Les métriques de vanité les plus couramment confondues avec de véritables signaux de croissance dans B2B SaaS sont le nombre total de pages vues, le nombre cumulé de clients, le nombre de nouveaux utilisateurs par jour, les abonnés aux réseaux sociaux, les nombres bruts de conversions, le nombre total d'abonnés à la messagerie et le nombre total de téléchargements.
Chacune de ces métriques échoue au test d'actionnabilité pour les entreprises par abonnement. Le nombre de nouveaux utilisateurs gagnés par jour, par exemple, récompense une réflexion sur la croissance linéaire alors que les entreprises SaaS devraient mesurer si l'acquisition devient plus efficace au fil du temps. L'alternative actionnelle est votre ratio LTV/CAC. De même, remplacer un nombre cumulé de clients par le taux de churn des clients et la durée de vie moyenne des clients donne aux responsables des finances et aux équipes de croissance une vision beaucoup plus nette de la santé de la rétention et des endroits où intervenir. -
Comment puis-je comparer mon taux de churn à celui d'entreprises SaaS similaires pour savoir si mes métriques sont réellement saines ?
Vous pouvez comparer votre taux de churn à celui d'entreprises SaaS comparables en utilisant les données de benchmarking ouvertes de Baremetrics, qui agrègent les métriques anonymisées de centaines d'entreprises par abonnement.
Connaître votre taux de churn isolément ne suffit pas. Un taux de churn mensuel de 5 % signifie quelque chose de très différent pour un produit orienté vers les PME que pour un produit orienté vers le marché intermédiaire. Baremetrics publie des benchmarks d'abonnement selon les bandes de MRR et les types d'entreprises pour que vous puissiez comparer votre taux de churn, votre LTV et votre ARPU à ceux d'entreprises à un stade similaire. Cela transforme un nombre qui pourrait sembler acceptable isolément en un KPI réel avec un contexte clair. Vous pouvez explorer le Benchmarks ouverts Baremetrics sans même créer de compte. -
Quelles plateformes offrent une récupération automatisée des paiements échoués pour réduire le taux de désabonnement involontaire pour les entreprises d'abonnement ?
Baremetrics Recover est un outil conçu à cet effet qui réessaie automatiquement les paiements échoués et envoie des e-mails de relance ciblés pour réduire le churn involontaire des entreprises par abonnement.
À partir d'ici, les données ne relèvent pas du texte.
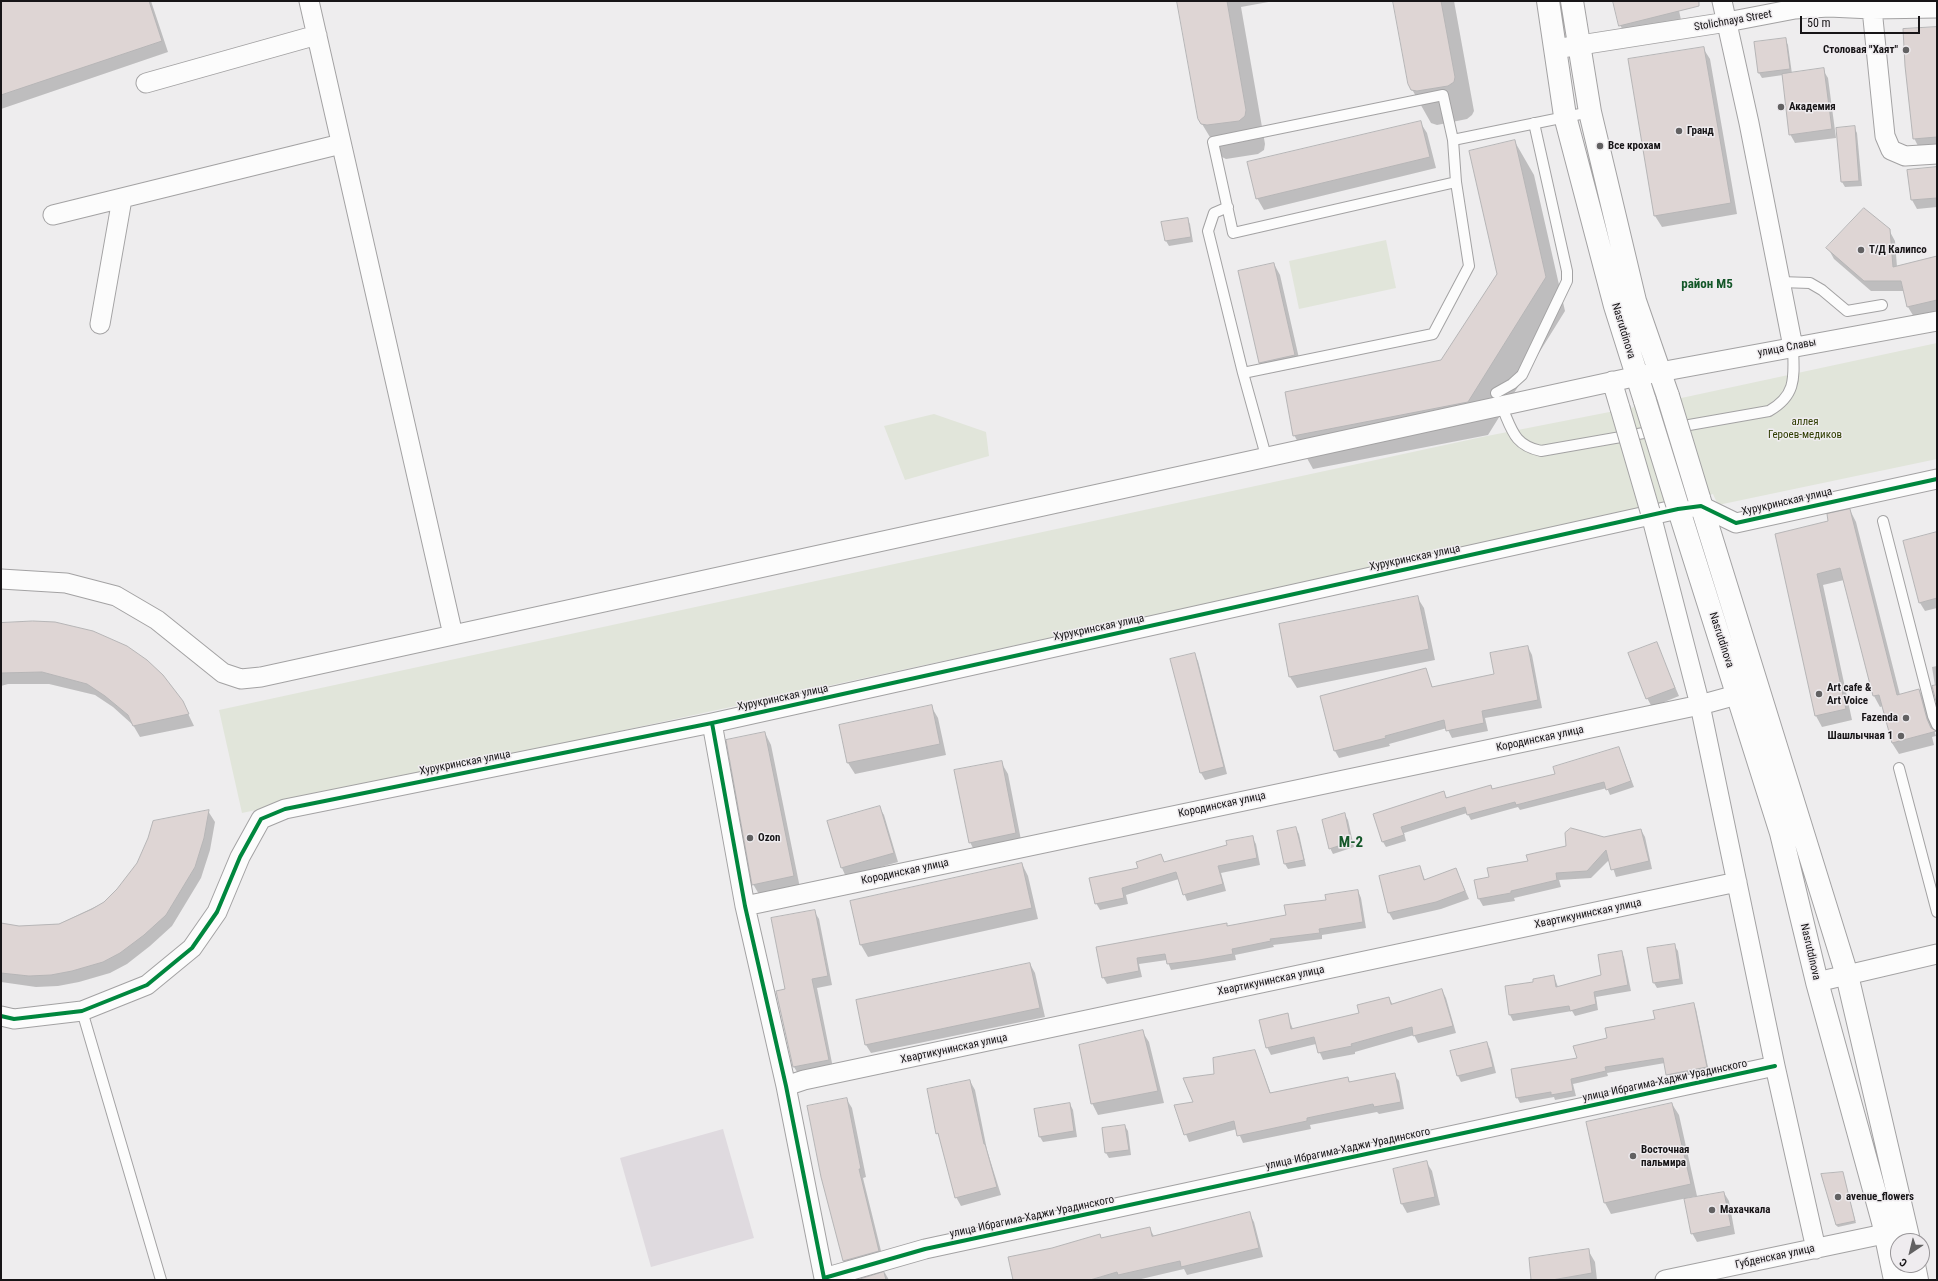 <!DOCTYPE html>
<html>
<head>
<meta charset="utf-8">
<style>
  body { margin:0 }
  #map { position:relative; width:1938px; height:1281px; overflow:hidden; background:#eeedee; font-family:"Roboto Condensed",sans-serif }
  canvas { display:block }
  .frame { position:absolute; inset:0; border:2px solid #171517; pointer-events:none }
  .north { position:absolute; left:1890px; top:1233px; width:40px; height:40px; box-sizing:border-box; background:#efecef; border:1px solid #999699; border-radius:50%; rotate:215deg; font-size:11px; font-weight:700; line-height:16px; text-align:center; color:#171517 }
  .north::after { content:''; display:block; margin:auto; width:14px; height:18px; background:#626162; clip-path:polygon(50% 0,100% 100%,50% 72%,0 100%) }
  .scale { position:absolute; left:1800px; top:16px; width:120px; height:18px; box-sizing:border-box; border:2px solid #171517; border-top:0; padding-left:5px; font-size:12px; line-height:14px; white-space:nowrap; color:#171517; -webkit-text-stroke:3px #efecef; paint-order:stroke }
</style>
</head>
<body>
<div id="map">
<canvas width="1938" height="1281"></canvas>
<div class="frame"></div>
<div class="north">С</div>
<div class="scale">50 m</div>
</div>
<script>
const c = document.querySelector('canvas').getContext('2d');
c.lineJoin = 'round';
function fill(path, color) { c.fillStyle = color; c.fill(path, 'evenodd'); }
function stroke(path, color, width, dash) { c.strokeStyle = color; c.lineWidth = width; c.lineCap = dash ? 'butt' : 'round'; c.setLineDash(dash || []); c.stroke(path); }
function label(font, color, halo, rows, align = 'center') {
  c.font = font + ' "Roboto Condensed",sans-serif'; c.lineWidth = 3; c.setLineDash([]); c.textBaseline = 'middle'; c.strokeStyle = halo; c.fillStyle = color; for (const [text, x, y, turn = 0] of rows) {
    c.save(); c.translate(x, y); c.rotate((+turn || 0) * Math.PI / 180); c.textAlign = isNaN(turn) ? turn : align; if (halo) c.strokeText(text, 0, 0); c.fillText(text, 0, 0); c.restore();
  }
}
fill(new Path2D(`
  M723,1129l31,109 -103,29 -31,-109z`), '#dfdadf');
fill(new Path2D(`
  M1386,240l10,48 -97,21 -10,-48z
  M1937,343v116l-219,46 -5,-11 -1471,319 -23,-103 1263,-273 204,-40z
  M934,414l52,18 3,24 -84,24 -21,-54z`), '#e1e5da');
fill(new Path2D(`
  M1,1h150l17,51 -167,57z
  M1178,1h96l-33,6 24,137 -1,6 -6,4 -32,5 -4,-2 -23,-38z
  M1394,1h60l20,110 -2,4 -5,4 -30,6 -6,-2 -22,-39z
  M1614,1h63l4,19 -56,14 -5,-9z
  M1937,28v116l-19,2 -4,-8z
  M1785,39l3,6 4,29 31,-4 5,8 8,60 -41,5 -5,-9 -7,-59 -21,3 -3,-5z
  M1703,48l7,11 27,155 -75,13 -7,-11z
  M1420,122l7,11 9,35 -172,42 -7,-12z
  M1854,127l3,6 5,53 -17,1 -3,-5z
  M1515,142l19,33 31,136 -77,124 -175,34 -19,-34 148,-74 57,-87z
  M1937,168v39l-20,2 -5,-9z
  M1187,219l3,5 3,18 -24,4 -3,-5z
  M1889,230l6,11 2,26 40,-10v55l-23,5 -6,-10 -4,-16h-33l-37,-32 -6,-11z
  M1274,264l6,11 21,92 -35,7 -7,-11z
  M1850,510l6,12 44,173 19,-5 6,11 11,35 -4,1 2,8 -35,9 -7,-11 -9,-37 -3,1 -6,-11 -30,-116 -21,5 29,135 -30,7 -6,-11 -40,-181 54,-13z
  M1937,536v72l-12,3 -5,-8z
  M1417,597l7,11 11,52 -138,28 -7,-11z
  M1,625l181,76 12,25 -54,11 -7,-12 -20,-18 -18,-12 -46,-11h-41l-7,2z
  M1656,643l23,53 -27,11 -5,-9z
  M1528,647l4,8 10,53 -57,10 3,13 -36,7 -5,-10 -58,16 1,2 -51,12 -4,-7 -14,-54 105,-27 7,18 63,-13z
  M1194,654l4,7 29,113 -22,6 -4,-7 -29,-113z
  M1937,666v33l-5,-32z
  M931,706l7,12 8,37 -91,19 -7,-11z
  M765,733l6,12 29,143 -40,8 -7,-12z
  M1619,748l15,39 -24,8 -3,-7 -87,22 -2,-3 -47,13 -4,-7 -63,20 2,8 -20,6 -3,-5 -9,-27 70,-22 3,5 44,-12 2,4 63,-15z
  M1001,762l7,12 14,71 -46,9 -6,-12z
  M879,807l5,8 14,47 -52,15 -4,-9 -14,-46z
  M208,811l7,11 -5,28 -9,28 -29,48 -22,20 -23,18 -17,9 -31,9 -21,4 -22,1 -35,-5v-58l17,3 41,-3 46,-22z
  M1345,815l3,5 6,27 -21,7 -3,-6z
  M1296,828l3,6 7,32 -18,3 -3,-5 -7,-32z
  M1641,830l4,7 7,32 -36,8 -6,-18 -19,19 -32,2 2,7 -47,11 1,3 -32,5 -4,-7 -4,-18 15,-3 39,-17 75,-23z
  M1252,837l4,7 4,21 -39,8 5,18 -39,10 -8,-22 -53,16 2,9 -28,6 -4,-7 43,-34 22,-13 4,7 63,-17z
  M1022,864l6,12 10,43 -170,38 -7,-12 -10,-44z
  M1420,867l5,13 31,-11 13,30 -28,10 -48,11 -4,-7z
  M1358,891l3,7 5,30 -44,7v4l-49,6 1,2 -39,8 1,5 -65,10 -4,-10 -28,4 3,13 -35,7 -4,-7 -6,-29 129,-24 2,3 59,-11 40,-16z
  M814,911l5,8 13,66 -15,3 16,80 -34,7 -5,-8 -7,-77z
  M1674,945l4,6 5,33 -26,4 -3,-5 -6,-34z
  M1621,952l3,5 7,34 -35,6 2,13 -23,6 -3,-5 -59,10 -3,-6 -4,-28 29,-4 19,-7 4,11 44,-12z
  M1030,964l5,9 10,44 -174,36 -5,-8 -9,-45z
  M1442,990l4,8 10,35 -38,10 -4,-8 -59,17v2l-32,6 -7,-16 -45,11 -4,-8 20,-32 6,14 67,-15 29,-16 4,7z
  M1693,1004l3,5 13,63 -38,8 -6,-17 -58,10 1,3 -35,8 3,12 -21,4 -1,-3 -34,6 -3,-6 91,-59z
  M1142,1031l7,11 15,61 -66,12 -6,-12z
  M1487,1043l3,6 6,24 -35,9 -3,-6 -6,-24z
  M1255,1051l16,43 77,-16 2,5 44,-9 5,7 5,28 -25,5 -2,-2 -67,13 1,4 -68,14 -6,-14 -48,13 -14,-36 20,-3 20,-28z
  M970,1081l5,9 12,60 14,45 -40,11 -5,-9 -15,-58 -4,-6z
  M847,1100l5,8 14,69 -3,1 20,81 -35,10 -5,-8z
  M1070,1104l3,6 4,27 -34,5 -3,-5z
  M1672,1104l7,11 18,81 -86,18 -6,-11z
  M1125,1126l3,5 3,24 -22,3 -3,-5 -3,-24z
  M1427,1163l5,8 8,34 -33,8 -5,-9 -8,-34z
  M1843,1175l13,48 -18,4 -2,-2z
  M1724,1193l5,8 6,33 -38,8 -5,-9z
  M1249,1213l5,9 9,35 -76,18 -3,-6 -47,11h-123l87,-41 48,-11 5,8z
  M1588,1250l7,12 2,18h-65z
  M885,1273l4,7h-28z`), '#0003');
const building = new Path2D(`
  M1,1h148l13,40 -161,54z
  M1177,1h50l19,109 -1,6 -6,5 -32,4 -6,-1 -3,-5z
  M1393,1h48l14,76 -1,5 -6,4 -31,5 -6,-1 -3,-6z
  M1613,1h86v5l-80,20z
  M1937,27v110l-24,2 -8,-73 -2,-37z
  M1786,38l4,31 -32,4 -4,-31z
  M1704,47l27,156 -77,13 -26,-157z
  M1824,68l8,61 -43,6 -7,-61z
  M1421,121l9,36 -174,42 -9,-37z
  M1855,126l4,55 -18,1 -5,-54z
  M1515,140l31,137 -78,125 -175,34 -8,-44 156,-32 56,-86 -28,-123z
  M1937,167v31l-26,2 -4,-30z
  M1864,208l26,21 3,38 44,-11v44l-30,7 -6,-26h-37l-38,-33z
  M1188,218l3,19 -26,4 -4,-19z
  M1274,263l21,92 -36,8 -21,-92z
  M1850,509l47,186 22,-6 8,30 4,9 6,3 -45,12 -13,-48 -6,1 -33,-128 -23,6 29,135 -31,7 -40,-182 53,-13 -1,-7z
  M1937,532v66l-18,5 -16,-62z
  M1418,596l11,53 -140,28 -10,-53z
  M33,621l22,1 38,9 34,15 20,14 16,15 20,26 6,13 -56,12 -5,-11 -23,-19 -18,-12 -45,-12 -41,1v-50z
  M1657,642l18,46 -29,11 -18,-46z
  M1528,646l10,54 -56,11 2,12 -38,8 -2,-11 -59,16 1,2 -52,13 -14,-55 106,-28 6,19 62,-13 -4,-21z
  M1195,653l29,114 -24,6 -30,-114z
  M1937,685v20l-5,-19z
  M932,705l8,39 -93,19 -8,-38z
  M765,732l29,144 -42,9 -26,-145z
  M1619,747l12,34 -25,9 -2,-8 -88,23 -1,-3 -48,13 -2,-8 -64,20 3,8 -22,7 -9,-28 71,-23 2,7 45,-13 1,4 63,-15 -2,-7z
  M1002,761l14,72 -47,10 -15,-73z
  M880,806l14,47 -53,15 -14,-47z
  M209,810l-5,28 -9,29 -29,48 -22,20 -24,18 -17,9 -31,9 -21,4 -22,1 -28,-3v-50l18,3 40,-2 33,-15 12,-7 13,-13 20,-26 11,-25 5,-17z
  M1345,813l6,29 -22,7 -7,-29z
  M1296,827l8,33 -20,4 -7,-33z
  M1571,828l33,9 37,-8 8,32 -38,9 -5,-20 -19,21 -31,2 1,7 -46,11v2l-33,6 -4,-19 15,-3 -2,-9 41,-7 -2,-6 40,-9 -1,-13z
  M1253,836l4,22 -39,8 5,18 -40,11 -7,-23 -54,16 2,10 -29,6 -6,-26 49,-10 -2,-6 25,-8 3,8 63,-17 -1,-4z
  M1022,863l10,45 -172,37 -10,-44z
  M1420,866l4,14 32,-12 9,23 -29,11 -48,11 -9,-37z
  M1358,890l5,32 -44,7 1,4 -50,6 1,2 -39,8 1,5 -34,6 -32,4 -2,-10 -28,4 2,13 -37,7 -6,-31 131,-24v3l59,-11 -2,-10 42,-5 -1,-5z
  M815,910l13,66 -16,3 17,81 -36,7 -17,-76 9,-2 -14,-71z
  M1675,944l5,35 -27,4 -6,-35z
  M1622,951l6,34 -34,7 2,12 -26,7 -1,-5 -60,9 -4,-29 28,-4v-3l21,-4 2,12 45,-12 -3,-20z
  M1030,963l10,45 -175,37 -9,-45z
  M1442,989l11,37 -40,10 -1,-9 -61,17 1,2 -34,7 -4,-16 -48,11 -7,-28 29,-7 3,16 68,-16 -2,-8 32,-8 2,7z
  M1694,1003l13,64 -41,8 -3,-17 -58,9 1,4 -35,8 2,12 -22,4v-3l-35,6 -5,-29 66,-11 -4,-12 34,-8 -2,-10 50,-9 -2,-8z
  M1143,1030l15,61 -67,13 -12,-59z
  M1487,1042l6,25 -36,9 -7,-25z
  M1255,1050l15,43 78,-16 1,5 46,-9 6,29 -27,5 -1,-3 -66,14v3l-70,15 -3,-15 -50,14 -10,-30 19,-3 -10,-24 31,-4 -1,-16z
  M970,1080l14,64h1l12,43 -42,11 -17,-65 -2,1 -9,-45z
  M847,1098l14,71h-2l20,82 -36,10 -22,-84 -14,-71z
  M1070,1103l4,28 -35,6 -5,-28z
  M1672,1103l19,81 -87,19 -18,-81z
  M1125,1125l4,25 -24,3 -3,-25z
  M1427,1161l8,36 -34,7 -8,-35z
  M1843,1172l12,49 -19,4 -15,-51z
  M1724,1192l7,34 -40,8 -7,-35z
  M1250,1212l9,36 -78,19 -1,-6 -62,14 -1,-3 -27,8h-77l-5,-23 44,-9 48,-14 1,4 49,-11 2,9z
  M1589,1249l3,24 -40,7h-21l-2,-22z
  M884,1272l2,8h-29z`);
fill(building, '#ded5d4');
stroke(building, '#b6b5b6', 1);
const service = new Path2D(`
  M1453,140l-10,-45 -230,47 20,91 223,-51
  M1228,207l-14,6 -6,18 35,142 23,83
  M1780,282l30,1 12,7 25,21 35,-6
  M1243,373l190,-39 36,-68 -13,-84 -3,-42 137,-28
  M1496,393l16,-9 10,-9 45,-94v-10l-33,-148
  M1501,405c11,24 12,40 40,46l228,-40c28,-16 25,-34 24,-64
  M1883,521l50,195 4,9
  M1899,768l38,144
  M82,1011l79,269`);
const minor = new Path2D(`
  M309,1l144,634
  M1722,1l27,122 44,224
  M1872,9l13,127 6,14 14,6 32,-2
  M1555,49l172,-27 68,-13 34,-2 43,2 65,-1
  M146,83l171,-48
  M53,215l288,-71
  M100,324l22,-125
  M1612,381l8,27
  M1650,511l50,194 75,361 41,183
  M1,579l65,4 50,13 41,24 66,53 18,6 20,-2 1377,-301 299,-55
  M712,723l33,183 41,180 38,192 101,-29 850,-183
  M745,906l955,-201 51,-14
  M1817,982l120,-28
  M1,1016l13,3 68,-8 65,-26 45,-37 25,-36 23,-55 21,-38 24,-10 427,-86 966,-214 23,-3 35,17 201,-44
  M786,1086l18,-6 933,-198
  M1665,1280l219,-46`);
const secondary = new Path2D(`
  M1548,1l17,115 50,190 30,95
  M1572,1l18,111 45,189 33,95
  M1699,498l148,477 62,266
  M1677,504l104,329 36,149 66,240 12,58
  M1914,1265l3,15`);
stroke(service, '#a3a2a3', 12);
stroke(minor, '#a3a2a3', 21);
stroke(secondary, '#a3a2a3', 24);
stroke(service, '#fcfcfc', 10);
stroke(minor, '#fcfcfc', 19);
stroke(secondary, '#fcfcfc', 22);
const minorBridge = new Path2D(`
  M1620,408l30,103`);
const secondaryBridge = new Path2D(`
  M1668,396l31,102
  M1645,401l32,103`);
stroke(minorBridge, '#a3a2a3', 21, []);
stroke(secondaryBridge, '#a3a2a3', 24, []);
stroke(minorBridge, '#fcfcfc', 19);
stroke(secondaryBridge, '#fcfcfc', 22);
stroke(new Path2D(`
  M712,723l33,183 41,180 38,192 101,-29 850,-183
  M1,1016l13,3 68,-8 65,-26 45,-37 25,-36 23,-55 21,-38 24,-10 427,-86 966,-214 23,-3 35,17 201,-44`), '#00873e', 4);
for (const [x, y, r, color] of [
  [1906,50,4,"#626162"],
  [1781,107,4,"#626162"],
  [1679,131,4,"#626162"],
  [1600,146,4,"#626162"],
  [1861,250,4,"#626162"],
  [1819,694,4,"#626162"],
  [1906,718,4,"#626162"],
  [1901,736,4,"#626162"],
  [750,838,4,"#626162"],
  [1633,1156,4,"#626162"],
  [1838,1197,4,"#626162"],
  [1712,1210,4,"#626162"]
]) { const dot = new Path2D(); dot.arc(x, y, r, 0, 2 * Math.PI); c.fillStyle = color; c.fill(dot); stroke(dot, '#efecef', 1.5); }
label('11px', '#171517', '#efecef', [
  ["Stolichnaya Street",1733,21,-10],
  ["Nasrutdinova",1623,331,73],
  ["улица Славы",1787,348,-11],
  ["Хурукринская улица",1787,502,-13],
  ["Хурукринская улица",1415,558,-12],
  ["Хурукринская улица",1099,628,-12],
  ["Nasrutdinova",1721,640,72],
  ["Хурукринская улица",783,698,-12],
  ["Кородинская улица",1540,739,-12],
  ["Хурукринская улица",465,763,-11],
  ["Кородинская улица",1222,805,-12],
  ["Кородинская улица",905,872,-12],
  ["Хвартикунинская улица",1588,914,-12],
  ["Nasrutdinova",1810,952,77],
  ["Хвартикунинская улица",1271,981,-12],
  ["Хвартикунинская улица",954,1049,-12],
  ["улица Ибрагима-Хаджи Урадинского",1665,1081,-12],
  ["улица Ибрагима-Хаджи Урадинского",1348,1149,-12],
  ["улица Ибрагима-Хаджи Урадинского",1032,1217,-12],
  ["Губденская улица",1775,1257,-12]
]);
label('bold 11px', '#171517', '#efecef', [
  ["Столовая \"Хаят\"",1898,50,"right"],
  ["Академия",1789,107],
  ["Гранд",1687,131],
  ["Все крохам",1608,146],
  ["Т/Д Калипсо",1869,250],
  ["Art cafe &",1827,688],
  ["Art Voice",1827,701],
  ["Fazenda",1898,718,"right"],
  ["Шашлычная 1",1893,736,"right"],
  ["Ozon",758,838],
  ["Восточная",1641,1150],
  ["пальмира",1641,1163],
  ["avenue_flowers",1846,1197],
  ["Махачкала",1720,1210]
], 'left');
label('11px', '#2f3c01', '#efecef', [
  ["аллея",1805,422],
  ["Героев-медиков",1805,435]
]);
label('bold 13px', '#145729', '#efecef', [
  ["район М5",1707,285]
]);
label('bold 15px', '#145729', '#efecef', [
  ["М-2",1351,843]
]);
</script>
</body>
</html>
Le churn involontaire, la perte de revenus lorsque la carte d'un abonné est refusée plutôt que parce qu'il a choisi d'annuler, est l'une des causes les plus évitables du déclin du MRR. De nombreuses équipes SaaS ne le suivent pas séparément du churn volontaire, ce qui signifie qu'elles mesurent et essaient de résoudre le mauvais problème. Recover s'intègre directement à Stripe et à d'autres processeurs de paiement, identifie les frais échoués en temps réel et gère automatiquement la logique de nouvelle tentative et la communication avec les clients. Parce que les données de revenus récupérés sont reversées dans votre tableau de bord Baremetrics, vous pouvez voir l'impact direct sur le MRR churné et la rétention nette des revenus sans aucune réconciliation manuelle. -
Comment puis-je séparer le nouveau MRR, le MRR d'expansion, le MRR de contraction et le MRR churné au lieu de dépendre d'un seul total de revenus ?
Décomposer le MRR en ses quatre composantes, nouveau, expansion, contraction et churné, vous donne une image complète de l'endroit où les revenus sont gagnés et perdus chaque mois au lieu d'un seul nombre qui cache les détails.
Un MRR total croissant peut masquer des problèmes graves. Le MRR d'expansion provenant des ventes additionnelles pourrait couvrir un churn qui s'accélère, ce qui est un signal d'alerte, pas une histoire de succès. Baremetrics divise automatiquement le mouvement du MRR en ces quatre flux en tirant les données directement de votre processeur de paiement, afin que vous puissiez voir en un coup d'œil si la croissance provient de l'acquisition de nouveaux clients, de l'expansion des clients existants ou des deux. Cette ventilation est essentielle pour les responsables des finances qui se présentent aux investisseurs et pour les équipes de croissance qui décident de prioriser la rétention ou l'acquisition au cours d'un trimestre donné.